Stock Sellers Come Up for Air but the Sting of Higher Yields Still in Focus

Print
June 10, 2015

A mixed finish for major stock averages on Tuesday and choppy early action is likely considered a minor victory for stock bulls. As sellers pause, the broader stock market snapped a multi-session slump. Even with the drop, the S&P 500 (SPX) held downside support at 2080 (figure 1) and continues, so far, to knock around in the 2080-2130 range in place since early May. Outside influences continue to help drive stock-trading sentiment, including rising bond yields, dollar fluctuations, and oil’s move to back above $60 a barrel.

SPX-Holds-Support

FIGURE 1: SUPPORT HELD.

The S&P 500 (SPX) held closing level support at 2080 Tuesday. This remains an important line for a market that ranged between 2080-2130 since early May. Data source: Standard & Poor’s. Chart source: TD Ameritrade’s thinkorswim® platform. For illustrative purposes only. Past performance does not guarantee future results.

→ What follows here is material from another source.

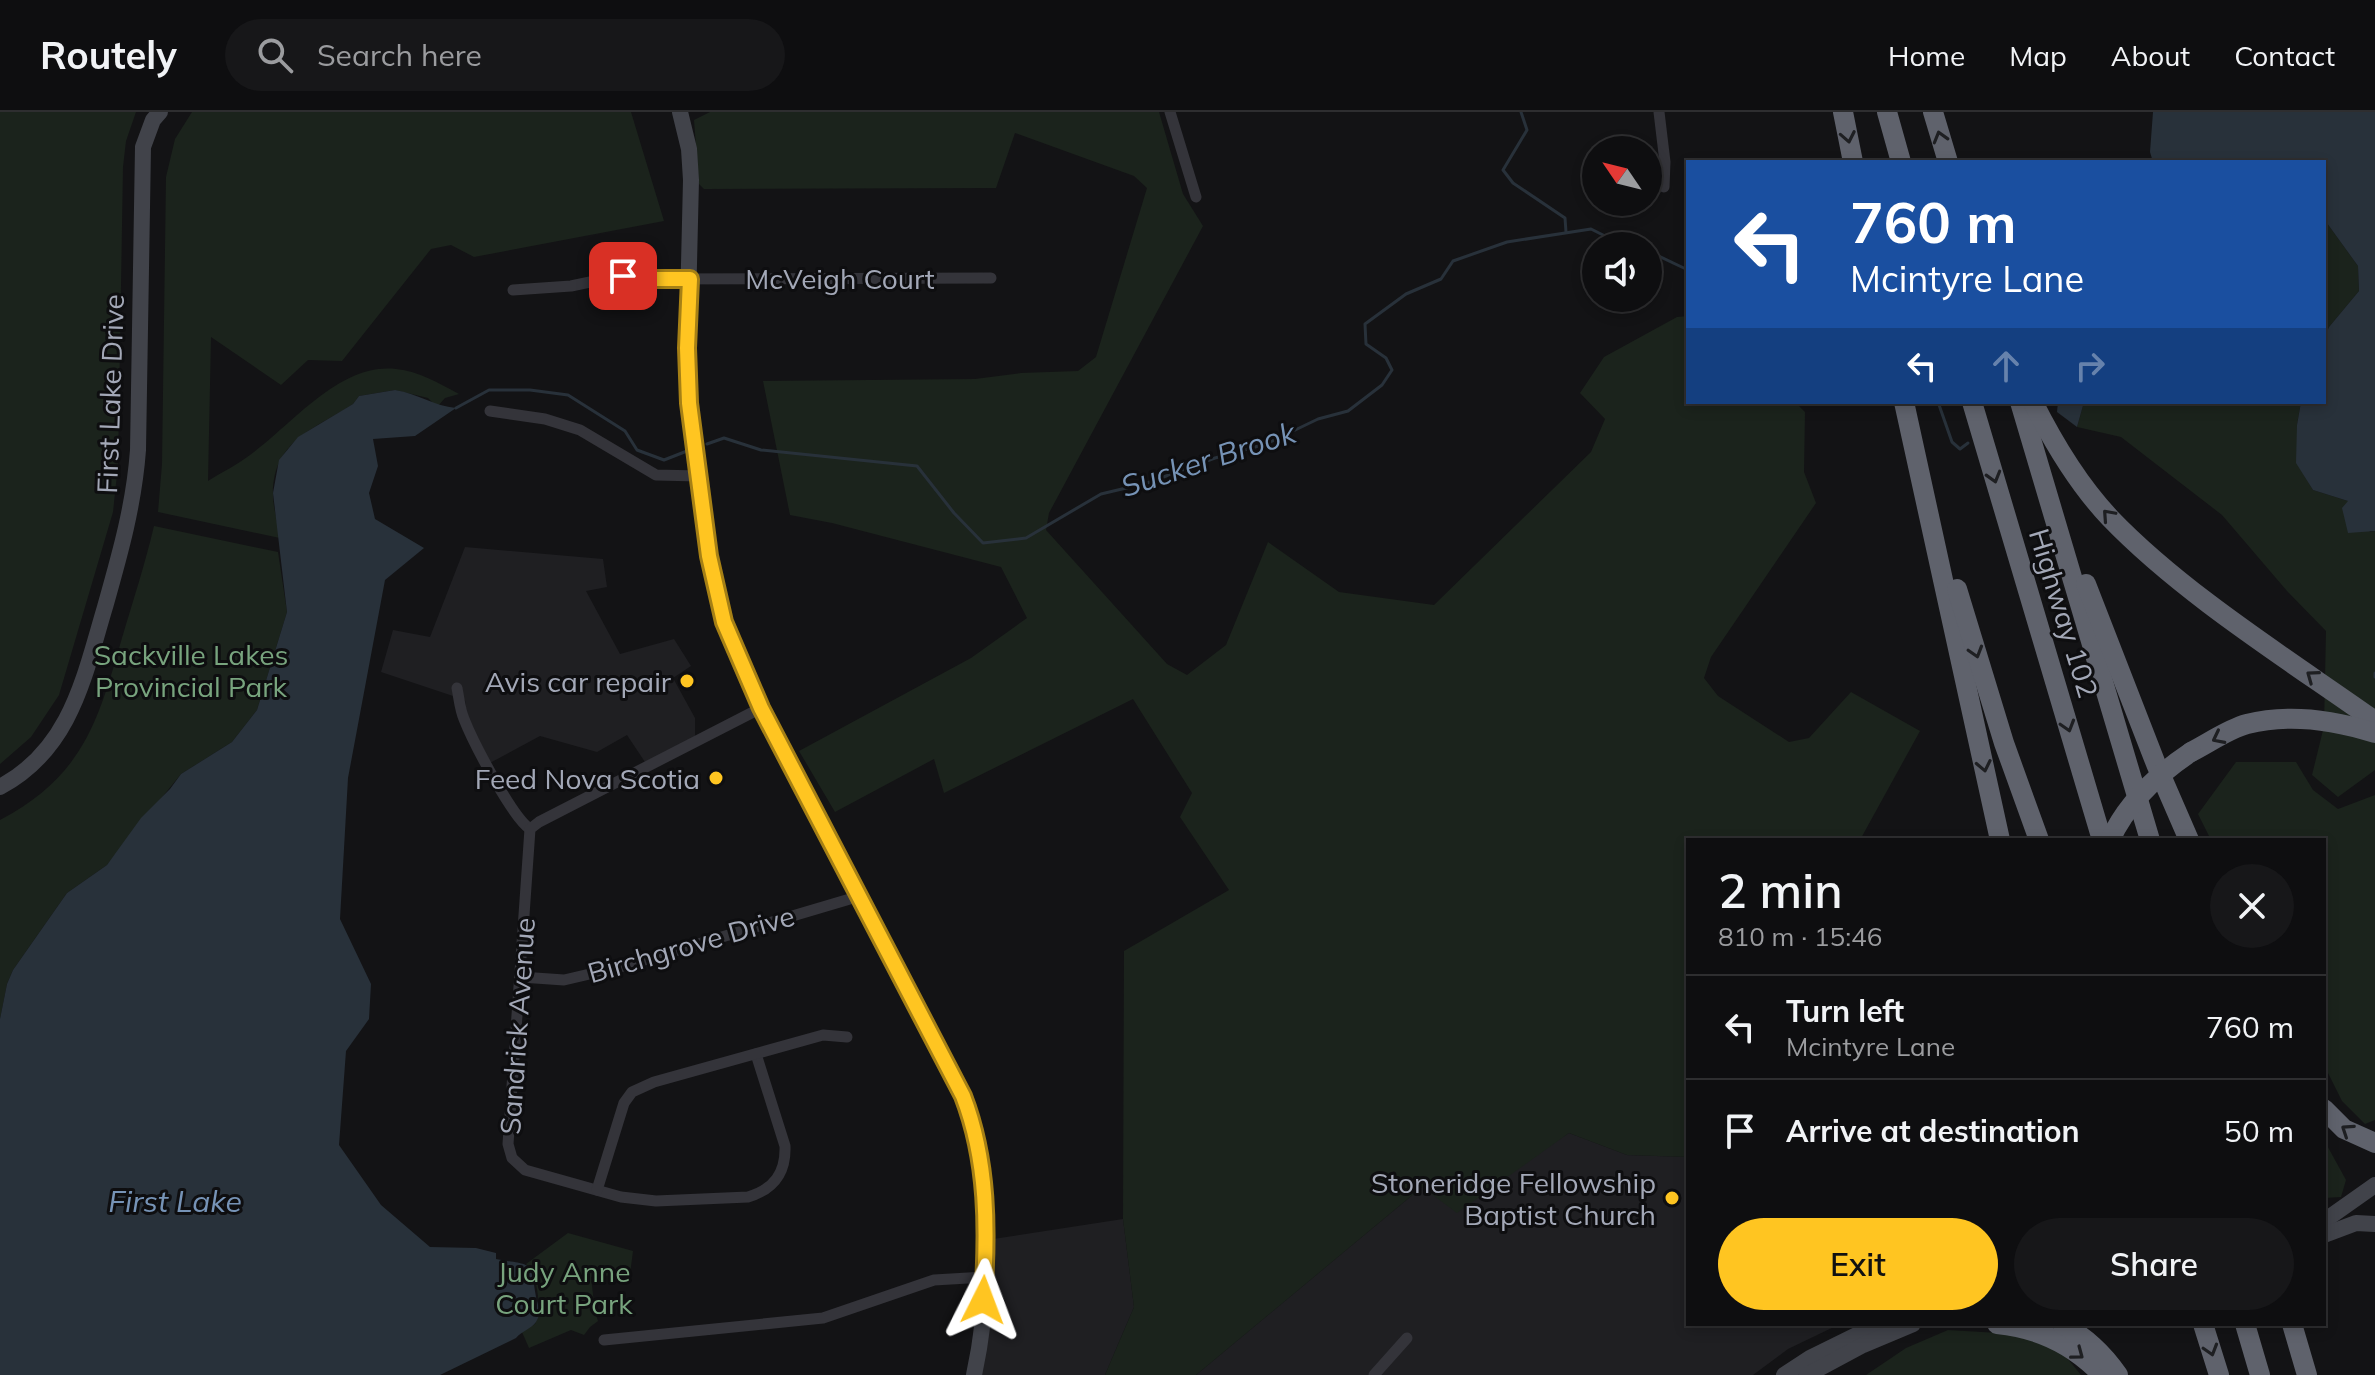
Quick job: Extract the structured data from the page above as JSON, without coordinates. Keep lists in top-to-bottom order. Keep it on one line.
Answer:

Yield to the Bond Market. The bond market’s selloff and subsequent move higher for yields continues to factor in stock sentiment. That’s because all markets are keeping track of the rising interest-rate forecasts reflected in the repositioning among bond traders. The selling sent the yield on the benchmark 10-year Treasury note to the highest level in eight months, nearing 2.42%. The yield on the 10-year German government bond rose to the highest since September and the yield on the 10-year U.K. government bond increased to the highest since November.

Yapping About the Yen. The dollar’s near-term weakness could prove a positive stock catalyst. A weaker buck could play well for export-heavy U.S. companies. The greenback fell against the yen in particular after a Bank of Japan official offered his expectation that the yen is not likely to weaken significantly from current levels.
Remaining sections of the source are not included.